### Exercise details
Only lines with the word "ahead" are wanted; copy each of them from the listing below.

### Records supplied
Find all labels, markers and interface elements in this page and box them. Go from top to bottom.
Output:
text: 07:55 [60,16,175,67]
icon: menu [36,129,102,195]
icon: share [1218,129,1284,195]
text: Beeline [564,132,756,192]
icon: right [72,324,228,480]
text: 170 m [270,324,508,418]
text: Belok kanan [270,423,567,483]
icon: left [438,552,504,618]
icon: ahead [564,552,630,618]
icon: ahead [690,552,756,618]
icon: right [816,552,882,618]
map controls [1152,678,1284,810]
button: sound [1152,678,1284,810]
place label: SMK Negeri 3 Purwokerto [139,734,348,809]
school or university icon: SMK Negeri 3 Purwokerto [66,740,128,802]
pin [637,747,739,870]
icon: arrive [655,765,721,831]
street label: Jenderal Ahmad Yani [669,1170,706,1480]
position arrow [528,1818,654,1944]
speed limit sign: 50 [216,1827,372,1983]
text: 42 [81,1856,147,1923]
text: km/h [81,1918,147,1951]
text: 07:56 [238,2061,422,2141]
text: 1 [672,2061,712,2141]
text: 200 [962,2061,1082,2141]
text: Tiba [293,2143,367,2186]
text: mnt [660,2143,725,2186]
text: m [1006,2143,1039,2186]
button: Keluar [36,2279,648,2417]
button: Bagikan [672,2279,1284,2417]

### Exercise response
icon: ahead [564,552,630,618]
icon: ahead [690,552,756,618]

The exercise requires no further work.